Thomas Crecquillon and “Ung gay berger”

This is not exactly a case of conflicting attribution, but simply a case of there being two settings of the same text, one by Janequin and one by Thomas Crecquillon (c. 1505–1557). The setting by Janequin (LM74) survives in collections issued by Pierre Attaingnant and Jacques Moderne at approximately the same time. Attaingnant’s version appears in the 8e livre of 1540, which is devoted exclusively to works by Janequin. Moderne includes “Ung gay berger” in his Difficile des chansons I, undated in the surviving partbooks, but dated to 1540 in the Lumley catalogue.

The Crecquillon version of “Ung gay berger” appears first in a Susato print from 1543. This version, which moves primarily in major tonalities (in contradistinction to the g minor flavor chosen by Janequin) was extraordinarily popular and shows up in at least twelve subsequent prints by Phalèse, Moderne, Scotto, Gardano, and Bernhard Jobin, many of which are destined for instrumental performance, including even an organ version published by Giacomo Vincenti.

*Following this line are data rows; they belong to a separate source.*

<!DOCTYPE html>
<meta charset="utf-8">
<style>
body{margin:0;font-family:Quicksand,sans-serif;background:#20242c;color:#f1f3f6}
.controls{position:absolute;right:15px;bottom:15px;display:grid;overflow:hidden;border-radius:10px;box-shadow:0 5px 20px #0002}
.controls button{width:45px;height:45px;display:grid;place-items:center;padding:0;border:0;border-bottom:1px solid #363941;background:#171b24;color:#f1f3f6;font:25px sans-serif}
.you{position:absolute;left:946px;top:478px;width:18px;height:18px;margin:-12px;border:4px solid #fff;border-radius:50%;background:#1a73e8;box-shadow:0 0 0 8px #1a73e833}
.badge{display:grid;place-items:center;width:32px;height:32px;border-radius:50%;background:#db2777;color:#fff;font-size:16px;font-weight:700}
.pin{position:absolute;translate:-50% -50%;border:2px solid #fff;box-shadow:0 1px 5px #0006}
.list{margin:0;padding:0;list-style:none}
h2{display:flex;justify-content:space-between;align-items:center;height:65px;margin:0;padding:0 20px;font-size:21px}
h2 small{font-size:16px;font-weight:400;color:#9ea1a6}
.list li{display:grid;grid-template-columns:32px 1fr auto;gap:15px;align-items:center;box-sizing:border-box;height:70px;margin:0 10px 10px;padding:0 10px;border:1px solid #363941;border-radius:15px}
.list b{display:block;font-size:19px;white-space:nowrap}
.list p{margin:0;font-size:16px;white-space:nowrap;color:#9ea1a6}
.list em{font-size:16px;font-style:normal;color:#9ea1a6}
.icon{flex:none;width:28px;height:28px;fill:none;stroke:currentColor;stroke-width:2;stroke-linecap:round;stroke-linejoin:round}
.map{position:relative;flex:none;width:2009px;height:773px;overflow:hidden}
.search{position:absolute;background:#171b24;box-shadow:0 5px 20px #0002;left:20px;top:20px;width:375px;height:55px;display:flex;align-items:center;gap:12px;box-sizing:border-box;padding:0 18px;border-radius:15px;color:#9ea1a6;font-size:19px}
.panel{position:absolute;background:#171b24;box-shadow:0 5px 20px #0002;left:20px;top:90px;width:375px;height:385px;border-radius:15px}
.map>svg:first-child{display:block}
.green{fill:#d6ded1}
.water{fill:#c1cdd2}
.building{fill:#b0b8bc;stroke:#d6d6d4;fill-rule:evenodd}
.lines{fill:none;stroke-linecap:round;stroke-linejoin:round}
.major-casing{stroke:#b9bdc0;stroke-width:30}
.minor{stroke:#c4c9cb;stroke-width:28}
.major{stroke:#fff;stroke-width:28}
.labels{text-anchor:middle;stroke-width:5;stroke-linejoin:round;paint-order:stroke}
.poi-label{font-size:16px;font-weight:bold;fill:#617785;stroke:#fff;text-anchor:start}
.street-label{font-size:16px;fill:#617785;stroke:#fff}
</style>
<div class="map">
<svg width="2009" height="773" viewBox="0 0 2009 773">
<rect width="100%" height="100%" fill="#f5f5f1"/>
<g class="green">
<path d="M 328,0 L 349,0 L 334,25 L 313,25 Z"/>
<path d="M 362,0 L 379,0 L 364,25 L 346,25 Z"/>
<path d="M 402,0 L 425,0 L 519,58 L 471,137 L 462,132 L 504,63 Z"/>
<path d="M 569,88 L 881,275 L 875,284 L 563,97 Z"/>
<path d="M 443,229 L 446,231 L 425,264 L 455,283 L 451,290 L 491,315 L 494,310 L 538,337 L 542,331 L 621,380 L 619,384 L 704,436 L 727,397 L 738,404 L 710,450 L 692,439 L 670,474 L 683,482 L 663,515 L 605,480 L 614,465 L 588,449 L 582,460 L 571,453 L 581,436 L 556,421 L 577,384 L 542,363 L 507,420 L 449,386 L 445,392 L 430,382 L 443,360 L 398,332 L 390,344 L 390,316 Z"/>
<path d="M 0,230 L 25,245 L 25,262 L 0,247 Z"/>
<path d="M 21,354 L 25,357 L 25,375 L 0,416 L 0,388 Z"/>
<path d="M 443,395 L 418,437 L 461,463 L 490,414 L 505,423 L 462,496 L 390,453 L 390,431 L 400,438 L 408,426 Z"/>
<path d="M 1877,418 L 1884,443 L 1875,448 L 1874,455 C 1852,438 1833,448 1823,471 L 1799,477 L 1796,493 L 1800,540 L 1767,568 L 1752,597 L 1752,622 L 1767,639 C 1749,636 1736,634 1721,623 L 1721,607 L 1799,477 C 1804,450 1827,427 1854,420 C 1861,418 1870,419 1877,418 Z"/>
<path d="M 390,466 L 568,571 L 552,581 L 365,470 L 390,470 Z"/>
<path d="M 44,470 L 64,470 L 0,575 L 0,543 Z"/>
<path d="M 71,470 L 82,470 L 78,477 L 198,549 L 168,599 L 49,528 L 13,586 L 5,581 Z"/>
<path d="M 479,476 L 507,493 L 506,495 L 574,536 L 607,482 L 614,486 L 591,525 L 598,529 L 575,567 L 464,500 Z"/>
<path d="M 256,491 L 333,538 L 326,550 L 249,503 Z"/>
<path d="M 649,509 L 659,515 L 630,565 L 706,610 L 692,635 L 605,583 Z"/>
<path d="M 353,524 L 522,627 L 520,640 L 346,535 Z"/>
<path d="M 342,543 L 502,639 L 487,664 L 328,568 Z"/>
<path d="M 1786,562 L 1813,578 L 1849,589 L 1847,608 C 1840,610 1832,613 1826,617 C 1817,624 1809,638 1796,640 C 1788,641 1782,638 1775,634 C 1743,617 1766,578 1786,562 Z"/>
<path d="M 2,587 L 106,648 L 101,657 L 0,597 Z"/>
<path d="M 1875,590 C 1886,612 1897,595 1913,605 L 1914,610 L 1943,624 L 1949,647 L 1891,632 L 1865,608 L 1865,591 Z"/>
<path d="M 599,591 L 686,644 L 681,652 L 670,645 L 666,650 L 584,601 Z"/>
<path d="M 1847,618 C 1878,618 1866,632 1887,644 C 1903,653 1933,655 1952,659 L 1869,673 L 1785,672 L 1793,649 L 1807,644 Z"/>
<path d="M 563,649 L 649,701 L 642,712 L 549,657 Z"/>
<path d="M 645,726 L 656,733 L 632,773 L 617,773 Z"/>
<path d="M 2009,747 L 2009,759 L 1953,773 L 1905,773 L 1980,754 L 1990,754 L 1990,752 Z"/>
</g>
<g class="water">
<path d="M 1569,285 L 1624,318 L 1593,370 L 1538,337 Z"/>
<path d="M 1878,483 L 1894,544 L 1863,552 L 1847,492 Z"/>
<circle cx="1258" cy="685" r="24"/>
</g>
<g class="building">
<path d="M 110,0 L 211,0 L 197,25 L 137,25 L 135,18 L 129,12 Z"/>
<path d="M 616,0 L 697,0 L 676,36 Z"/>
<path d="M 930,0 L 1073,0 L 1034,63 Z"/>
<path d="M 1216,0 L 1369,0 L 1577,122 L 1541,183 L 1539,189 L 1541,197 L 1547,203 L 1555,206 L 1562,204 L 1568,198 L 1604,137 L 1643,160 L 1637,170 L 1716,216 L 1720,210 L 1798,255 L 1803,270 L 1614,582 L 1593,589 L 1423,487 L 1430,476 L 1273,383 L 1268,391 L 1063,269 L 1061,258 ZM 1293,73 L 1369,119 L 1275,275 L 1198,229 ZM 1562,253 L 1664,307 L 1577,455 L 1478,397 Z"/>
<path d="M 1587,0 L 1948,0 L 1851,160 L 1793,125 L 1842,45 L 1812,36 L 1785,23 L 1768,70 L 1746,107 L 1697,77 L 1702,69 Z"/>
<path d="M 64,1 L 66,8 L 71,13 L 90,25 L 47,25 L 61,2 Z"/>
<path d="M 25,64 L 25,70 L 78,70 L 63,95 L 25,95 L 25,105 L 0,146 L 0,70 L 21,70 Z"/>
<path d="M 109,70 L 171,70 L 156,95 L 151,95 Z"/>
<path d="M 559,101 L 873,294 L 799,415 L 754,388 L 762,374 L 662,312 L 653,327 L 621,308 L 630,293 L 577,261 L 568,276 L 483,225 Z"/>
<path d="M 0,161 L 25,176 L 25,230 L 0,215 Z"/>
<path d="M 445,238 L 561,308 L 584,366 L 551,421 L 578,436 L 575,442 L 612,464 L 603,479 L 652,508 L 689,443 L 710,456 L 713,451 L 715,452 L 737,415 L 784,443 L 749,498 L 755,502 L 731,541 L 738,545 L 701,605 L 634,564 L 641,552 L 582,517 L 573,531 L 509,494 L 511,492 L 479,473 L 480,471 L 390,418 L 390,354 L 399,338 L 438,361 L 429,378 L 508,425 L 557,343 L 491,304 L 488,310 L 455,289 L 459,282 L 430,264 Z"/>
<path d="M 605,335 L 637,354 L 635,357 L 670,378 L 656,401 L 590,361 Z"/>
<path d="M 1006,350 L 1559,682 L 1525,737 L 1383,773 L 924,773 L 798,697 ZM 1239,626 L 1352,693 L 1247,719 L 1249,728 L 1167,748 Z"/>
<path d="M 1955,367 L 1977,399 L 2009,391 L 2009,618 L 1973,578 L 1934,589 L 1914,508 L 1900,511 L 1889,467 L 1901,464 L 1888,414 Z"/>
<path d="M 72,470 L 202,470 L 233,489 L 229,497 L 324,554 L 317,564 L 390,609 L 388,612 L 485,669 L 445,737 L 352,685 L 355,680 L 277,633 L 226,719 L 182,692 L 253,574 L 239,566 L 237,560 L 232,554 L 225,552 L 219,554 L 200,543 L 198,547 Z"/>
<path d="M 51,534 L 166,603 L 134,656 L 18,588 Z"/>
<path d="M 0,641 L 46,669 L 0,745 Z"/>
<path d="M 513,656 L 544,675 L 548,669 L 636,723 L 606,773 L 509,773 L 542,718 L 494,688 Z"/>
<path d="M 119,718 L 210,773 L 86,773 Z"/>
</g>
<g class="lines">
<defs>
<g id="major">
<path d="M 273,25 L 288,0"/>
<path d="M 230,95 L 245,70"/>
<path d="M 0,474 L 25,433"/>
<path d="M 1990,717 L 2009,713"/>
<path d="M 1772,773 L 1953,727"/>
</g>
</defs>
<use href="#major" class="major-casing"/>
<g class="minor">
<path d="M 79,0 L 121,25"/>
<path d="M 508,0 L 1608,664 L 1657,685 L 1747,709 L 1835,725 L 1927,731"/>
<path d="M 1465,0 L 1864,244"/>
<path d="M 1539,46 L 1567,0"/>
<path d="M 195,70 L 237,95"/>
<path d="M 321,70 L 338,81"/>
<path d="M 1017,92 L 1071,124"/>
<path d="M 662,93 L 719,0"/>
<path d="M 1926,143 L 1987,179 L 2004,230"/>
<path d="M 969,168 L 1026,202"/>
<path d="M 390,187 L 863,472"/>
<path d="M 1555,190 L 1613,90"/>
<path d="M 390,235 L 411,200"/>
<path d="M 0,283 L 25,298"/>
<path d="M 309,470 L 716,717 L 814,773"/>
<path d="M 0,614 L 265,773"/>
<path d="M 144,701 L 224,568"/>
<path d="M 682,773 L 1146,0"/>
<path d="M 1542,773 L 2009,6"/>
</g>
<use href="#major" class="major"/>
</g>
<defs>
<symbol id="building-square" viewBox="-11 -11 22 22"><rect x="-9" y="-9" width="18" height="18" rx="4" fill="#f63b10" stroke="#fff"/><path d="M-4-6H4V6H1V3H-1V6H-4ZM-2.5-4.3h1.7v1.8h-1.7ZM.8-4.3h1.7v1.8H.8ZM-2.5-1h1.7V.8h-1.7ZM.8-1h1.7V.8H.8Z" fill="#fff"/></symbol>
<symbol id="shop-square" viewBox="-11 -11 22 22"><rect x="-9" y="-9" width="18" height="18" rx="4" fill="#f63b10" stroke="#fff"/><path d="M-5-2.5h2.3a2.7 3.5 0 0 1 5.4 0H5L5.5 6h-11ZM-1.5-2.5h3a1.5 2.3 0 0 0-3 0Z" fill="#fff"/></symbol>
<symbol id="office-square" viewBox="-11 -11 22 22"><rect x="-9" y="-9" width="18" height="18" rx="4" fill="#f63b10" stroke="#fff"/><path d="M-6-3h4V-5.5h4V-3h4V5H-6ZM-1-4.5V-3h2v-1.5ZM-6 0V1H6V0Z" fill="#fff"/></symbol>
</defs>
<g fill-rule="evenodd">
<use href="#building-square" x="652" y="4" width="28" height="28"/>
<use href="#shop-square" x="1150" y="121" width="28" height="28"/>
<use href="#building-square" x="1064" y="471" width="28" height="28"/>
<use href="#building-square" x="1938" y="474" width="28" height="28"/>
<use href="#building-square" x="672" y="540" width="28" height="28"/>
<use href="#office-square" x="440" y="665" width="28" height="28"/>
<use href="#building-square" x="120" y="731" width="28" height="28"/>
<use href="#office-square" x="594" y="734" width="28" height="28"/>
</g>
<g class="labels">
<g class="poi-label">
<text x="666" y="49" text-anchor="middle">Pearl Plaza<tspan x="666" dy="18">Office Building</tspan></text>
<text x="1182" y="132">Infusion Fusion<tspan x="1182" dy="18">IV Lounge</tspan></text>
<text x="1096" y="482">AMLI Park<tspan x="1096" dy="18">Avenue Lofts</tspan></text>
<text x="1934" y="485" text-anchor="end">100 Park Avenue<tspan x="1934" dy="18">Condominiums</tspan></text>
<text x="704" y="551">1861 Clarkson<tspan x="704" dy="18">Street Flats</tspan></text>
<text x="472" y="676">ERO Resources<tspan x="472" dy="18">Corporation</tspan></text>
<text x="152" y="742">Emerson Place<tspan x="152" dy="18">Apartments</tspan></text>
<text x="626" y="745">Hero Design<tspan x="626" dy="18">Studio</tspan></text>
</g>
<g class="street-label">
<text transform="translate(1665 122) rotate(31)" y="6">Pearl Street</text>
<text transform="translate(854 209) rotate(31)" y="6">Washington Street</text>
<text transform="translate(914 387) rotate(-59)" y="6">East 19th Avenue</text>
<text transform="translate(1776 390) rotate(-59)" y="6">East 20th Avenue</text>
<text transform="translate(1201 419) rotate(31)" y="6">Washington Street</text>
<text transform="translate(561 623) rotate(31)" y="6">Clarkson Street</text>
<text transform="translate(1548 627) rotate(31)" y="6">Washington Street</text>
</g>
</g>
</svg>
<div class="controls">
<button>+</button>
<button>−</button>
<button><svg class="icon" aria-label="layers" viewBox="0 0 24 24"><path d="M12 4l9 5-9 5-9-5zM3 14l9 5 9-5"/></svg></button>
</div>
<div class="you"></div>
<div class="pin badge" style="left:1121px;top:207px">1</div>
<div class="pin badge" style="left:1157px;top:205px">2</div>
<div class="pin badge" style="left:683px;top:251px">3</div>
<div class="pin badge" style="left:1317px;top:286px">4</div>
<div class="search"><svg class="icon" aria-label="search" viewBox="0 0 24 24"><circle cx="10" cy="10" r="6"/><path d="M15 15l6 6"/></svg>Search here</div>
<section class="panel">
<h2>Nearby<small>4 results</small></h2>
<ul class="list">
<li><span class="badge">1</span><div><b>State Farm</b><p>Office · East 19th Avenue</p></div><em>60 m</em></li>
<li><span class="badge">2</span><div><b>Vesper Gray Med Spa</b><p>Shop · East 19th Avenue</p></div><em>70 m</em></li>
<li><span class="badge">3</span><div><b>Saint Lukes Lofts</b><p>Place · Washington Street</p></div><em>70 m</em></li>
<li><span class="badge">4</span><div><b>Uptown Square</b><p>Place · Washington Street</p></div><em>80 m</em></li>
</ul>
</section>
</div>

As might be expected, Crecquillon’s version gets confused with the version by Janequin on at least two occasions (a Valentin Bakfark intabulation published by Moderne[1] in 1552 and a Giulio Barbetta intabulation published by Jobin[2] in 1582), thereby qualifying as “conflicting attributions” of a kind. But the situation is clear enough: Janequin wrote a version that was printed in 1540; Crecquillon followed with a different setting of the same text in 1543 that served as the basis for a string of instrumental arrangements during the rest of the century.

  1. Attributed to “Ienecquin” in Bakfark’s Intabulatura (RISM 155230).
  2. Attributed to “C. Janequin” in Giulio Barbetta’s Novae tabulae (RISM 158215).